*** Opening Data ***

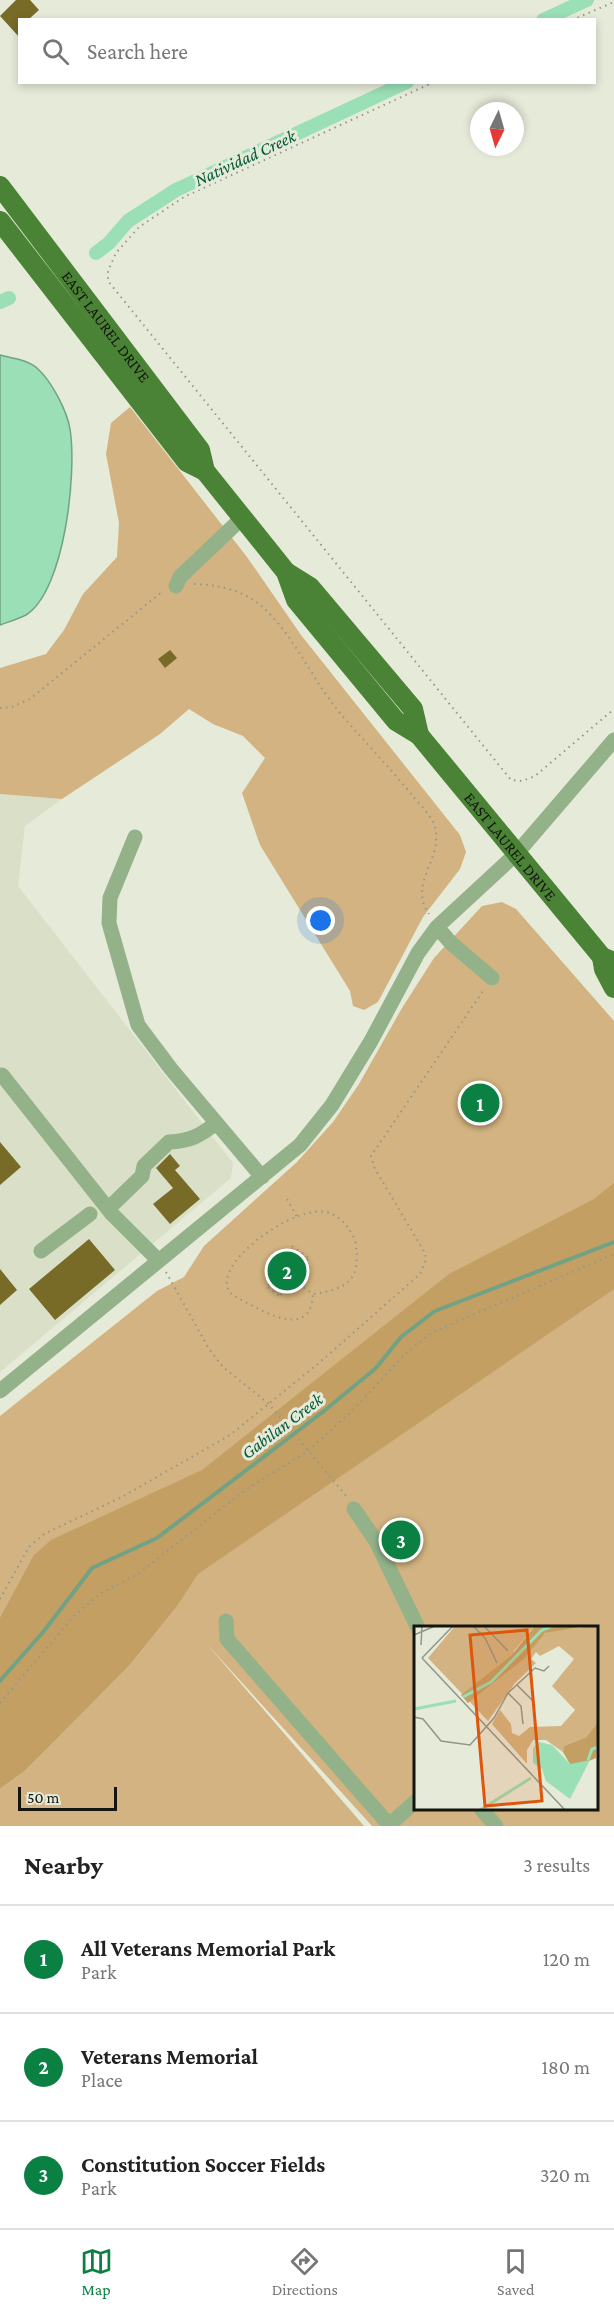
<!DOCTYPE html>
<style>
:root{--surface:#fff;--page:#f2f2f2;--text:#222;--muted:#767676;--line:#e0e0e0;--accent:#0b8043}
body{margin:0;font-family:"Crimson Pro",serif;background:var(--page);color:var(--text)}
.compass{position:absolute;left:470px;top:102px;width:54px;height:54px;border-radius:50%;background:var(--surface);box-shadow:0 3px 9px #0003;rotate:185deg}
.scale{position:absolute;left:18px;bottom:15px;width:99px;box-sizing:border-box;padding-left:6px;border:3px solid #14150f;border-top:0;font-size:16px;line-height:21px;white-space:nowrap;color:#14150f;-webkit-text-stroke:4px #e6ead9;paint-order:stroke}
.you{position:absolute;left:321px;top:921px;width:21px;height:21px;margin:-15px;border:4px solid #fff;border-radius:50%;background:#1a73e8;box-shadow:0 0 0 9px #1a73e833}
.badge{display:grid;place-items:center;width:39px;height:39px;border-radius:50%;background:var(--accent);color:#fff;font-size:20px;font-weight:700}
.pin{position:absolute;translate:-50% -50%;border:3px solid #fff;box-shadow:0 2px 6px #0006}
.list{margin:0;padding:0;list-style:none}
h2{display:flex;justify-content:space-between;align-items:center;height:78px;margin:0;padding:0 24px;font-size:26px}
h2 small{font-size:20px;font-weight:400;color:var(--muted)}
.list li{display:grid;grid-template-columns:39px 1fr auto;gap:18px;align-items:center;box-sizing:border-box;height:108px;padding:0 24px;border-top:2px solid var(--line)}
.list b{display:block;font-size:22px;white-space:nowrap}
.list p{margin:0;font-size:20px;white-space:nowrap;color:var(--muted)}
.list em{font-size:20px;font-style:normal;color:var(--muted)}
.icon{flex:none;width:33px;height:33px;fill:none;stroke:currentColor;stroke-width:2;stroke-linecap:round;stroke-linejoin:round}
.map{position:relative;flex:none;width:614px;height:1826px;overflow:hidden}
.search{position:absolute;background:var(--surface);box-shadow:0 3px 9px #0003;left:18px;right:18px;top:18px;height:66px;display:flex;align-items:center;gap:15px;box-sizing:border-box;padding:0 21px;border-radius:0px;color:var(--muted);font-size:22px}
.sheet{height:402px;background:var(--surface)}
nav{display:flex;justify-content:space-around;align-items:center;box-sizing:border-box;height:84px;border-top:2px solid var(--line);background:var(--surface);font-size:16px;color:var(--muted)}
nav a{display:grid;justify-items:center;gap:3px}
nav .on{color:var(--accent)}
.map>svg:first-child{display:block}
.built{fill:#dae0c7}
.green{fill:#d2b381;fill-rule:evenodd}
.forest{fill:#c49f63}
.water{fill:#9adfb6;stroke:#72a284;stroke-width:1.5}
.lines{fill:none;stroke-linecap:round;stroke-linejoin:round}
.stream{stroke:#72a284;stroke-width:4}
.canal{stroke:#9adfb6;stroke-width:14}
.building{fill:#786b27}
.path{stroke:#94978a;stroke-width:2;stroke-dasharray:1.5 4.5;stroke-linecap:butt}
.minor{stroke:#93b289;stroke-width:15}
.major{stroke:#4a8335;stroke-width:20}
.labels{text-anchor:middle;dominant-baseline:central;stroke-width:6;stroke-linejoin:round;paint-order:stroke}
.street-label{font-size:16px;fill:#14150f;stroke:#e6ead9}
.water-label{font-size:18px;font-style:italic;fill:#045b37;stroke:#e6ead9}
.inset-river{fill:none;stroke:#9adfb6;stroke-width:3}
.inset-road{fill:none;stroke:#929588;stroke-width:1.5}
.view{fill:#dd560c;fill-opacity:0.15;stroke:#dd560c;stroke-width:3}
.inset-edge{fill:none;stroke:#14150f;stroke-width:3}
</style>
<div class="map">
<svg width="614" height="1826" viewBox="0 0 614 1826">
<rect width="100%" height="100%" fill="#e6ead9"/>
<path class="built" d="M0,794L62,799L25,826L18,886L233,1163L231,1178L0,1372Z"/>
<path class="green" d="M130,407L247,557L301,635L460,835L466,852L460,869L423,917L378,1002L364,1010L353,1006L350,991L260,845L242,793L265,758L243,736L213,724L189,709L160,734L62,799L0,794V668L46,654L64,630L83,594L117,557L119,523L106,454L111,423Z
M502,902L516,909L614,1021V1826H372L206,1643L364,1826H0V1789L26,1770L129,1666L175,1609L33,1556L0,1617V1416L157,1291L184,1277L204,1246L297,1162L333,1122L359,1084L402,1008L434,958L482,906ZM416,1628H598V1810H416Z"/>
<path class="forest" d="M614,1183V1289L198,1574L175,1609L129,1666L26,1770L0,1789V1617L33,1556L51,1540L202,1470L449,1274L594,1199Z"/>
<path class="water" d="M0,355C12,358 29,360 38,369C52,382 67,411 70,429C77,472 65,590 26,615C18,619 8,622 0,625Z"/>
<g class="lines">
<path class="stream" d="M0,1681L44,1631L92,1568L157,1538L324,1411L376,1368L401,1337L435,1311L614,1242"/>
<path class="canal" d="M543,20L587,0
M96,253L109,243L128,221L176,190L407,82
M0,302L9,298"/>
</g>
<path class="building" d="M16,0H30L39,10L28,20H20V38L0,16Z
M170,650L177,658L165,668L158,659Z
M0,1142L21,1167L0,1185Z
M170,1154L180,1166L175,1170L200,1199L170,1224L153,1204L173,1188L156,1168Z
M89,1239L115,1270L55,1320L29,1289Z
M0,1269L17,1290L0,1305Z"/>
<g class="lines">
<path class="path" d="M572,20L614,2
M434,82L184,197L139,227L116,253L108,271V281L511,780L522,781L535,776L614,709
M194,584C222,585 248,591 269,613C297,642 314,682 340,713C364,741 389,767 412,795C419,804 430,814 434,824C446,858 407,881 429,914
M0,708L12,707L30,699L163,591
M287,1199L297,1217
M292,1246L310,1259L302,1261L304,1272L299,1284L283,1287L281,1297L266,1286L275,1282C270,1272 270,1263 280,1256L292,1255Z
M284 1271a3 3 0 1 1 6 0a3 3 0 1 1-6 0Z
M289,1268L302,1262
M166,1272L209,1349L223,1367L269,1404L347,1497
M299,1284L313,1294C349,1289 362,1279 355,1240C349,1227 340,1215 326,1212C297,1206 231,1250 227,1280C226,1287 229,1292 234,1296C256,1307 311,1344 313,1294
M283,1287L286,1274
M0,1599L29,1547L44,1534L122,1497L230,1435L319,1363L420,1274L426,1260L425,1253L375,1169L371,1156L485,988
M0,1703L74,1616L101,1593L138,1574L245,1490L308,1451L352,1411L408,1351L433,1332L614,1254"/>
<path class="minor" d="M176,586L180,577L242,518
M135,837L110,898L109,923L138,1025L171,1069L262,1177
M437,927L451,943L492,978
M2,1075L112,1214L158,1260
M108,1209L142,1176L144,1166L169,1142C190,1141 200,1136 216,1123
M41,1251L90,1214
M0,1391L300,1145L332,1105L371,1041L418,953L437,927L517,853L614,740
M354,1509L376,1541L418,1628
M226,1621L227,1639L390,1826
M482,1810L496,1826
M389,1825L416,1801"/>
<g class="major">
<path id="s1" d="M0,186L200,450L205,471L286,572L296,600L396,721L419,735L602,957L614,962"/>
<path d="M0,221L187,462L205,471"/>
<path d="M286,572L310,587L413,709L419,735"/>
<path d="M602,957L604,969L614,988"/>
</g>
</g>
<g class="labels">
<g class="street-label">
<text stroke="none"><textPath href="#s1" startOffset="176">EAST LAUREL DRIVE</textPath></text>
<text stroke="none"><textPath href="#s1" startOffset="840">EAST LAUREL DRIVE</textPath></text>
</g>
<g class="water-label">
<text transform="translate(245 158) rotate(-25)">Natividad Creek</text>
<text transform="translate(282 1426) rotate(-37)">Gabilan Creek</text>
</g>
</g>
<g transform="translate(414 1626)">
<rect width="184" height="184" fill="#e6ead9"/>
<path d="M41,0H121L99,26L113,30L128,9L138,4L184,0V96L172,111L150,120L149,126L132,114H119L113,124V138L78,98L86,84L97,98L98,107L105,110L116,101L147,100L161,84L138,60L160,33L145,20L126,30L122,26L117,33L122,37L101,57L74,95L14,32Z" fill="#d2b381"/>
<path d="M121,0H172L131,7L111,32L54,77L47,69L97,30ZM184,96L182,132L165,139L156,138L149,126L150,120L172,111Z" fill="#c49f63"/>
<path d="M125,116L138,119L156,138L176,134L156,173L132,155L128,143L119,137V122Z" fill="#9adfb6"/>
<path class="inset-river" d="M49,71L77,56L128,4L138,0M0,83L42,75M174,134L178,123L185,121M66,184L117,152"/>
<path class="inset-road" d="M59,0L71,12L83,37M70,0L94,25M0,9L21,0M7,19L8,0M8,32L151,184M8,32L39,0M103,59L119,75M94,67L107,80L109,98M0,91L9,93L27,115L56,119L80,92L94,67L121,42L130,45L135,40"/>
<path class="view" d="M113,4L128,175L71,180L56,9Z"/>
<rect width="184" height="184" class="inset-edge"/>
</g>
</svg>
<svg class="compass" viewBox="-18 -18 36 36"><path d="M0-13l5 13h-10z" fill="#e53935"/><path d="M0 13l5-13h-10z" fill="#767676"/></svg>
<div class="scale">50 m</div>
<div class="you"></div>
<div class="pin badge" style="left:480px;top:1103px">1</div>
<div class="pin badge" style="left:287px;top:1271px">2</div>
<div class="pin badge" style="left:401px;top:1540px">3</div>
<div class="search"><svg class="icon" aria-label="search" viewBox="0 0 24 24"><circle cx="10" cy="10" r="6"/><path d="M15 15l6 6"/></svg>Search here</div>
</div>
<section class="sheet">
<h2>Nearby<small>3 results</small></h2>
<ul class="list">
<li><span class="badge">1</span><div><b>All Veterans Memorial Park</b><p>Park</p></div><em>120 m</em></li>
<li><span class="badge">2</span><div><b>Veterans Memorial</b><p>Place</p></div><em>180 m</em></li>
<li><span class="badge">3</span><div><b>Constitution Soccer Fields</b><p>Park</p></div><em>320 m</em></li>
</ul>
</section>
<nav>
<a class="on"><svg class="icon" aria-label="map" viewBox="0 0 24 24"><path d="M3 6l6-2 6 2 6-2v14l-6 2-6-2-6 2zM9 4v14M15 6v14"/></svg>Map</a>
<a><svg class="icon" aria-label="directions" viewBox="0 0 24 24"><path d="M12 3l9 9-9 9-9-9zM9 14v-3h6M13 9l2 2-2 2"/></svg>Directions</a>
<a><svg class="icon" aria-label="saved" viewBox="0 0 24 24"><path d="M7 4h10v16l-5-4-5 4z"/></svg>Saved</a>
</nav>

*** Closing Data ***

What needs to be done:
Given the data above, which lines hold the string "list"? Return them.

Written solution:
.list{margin:0;padding:0;list-style:none}
.list li{display:grid;grid-template-columns:39px 1fr auto;gap:18px;align-items:center;box-sizing:border-box;height:108px;padding:0 24px;border-top:2px solid var(--line)}
.list b{display:block;font-size:22px;white-space:nowrap}
.list p{margin:0;font-size:20px;white-space:nowrap;color:var(--muted)}
.list em{font-size:20px;font-style:normal;color:var(--muted)}
<ul class="list">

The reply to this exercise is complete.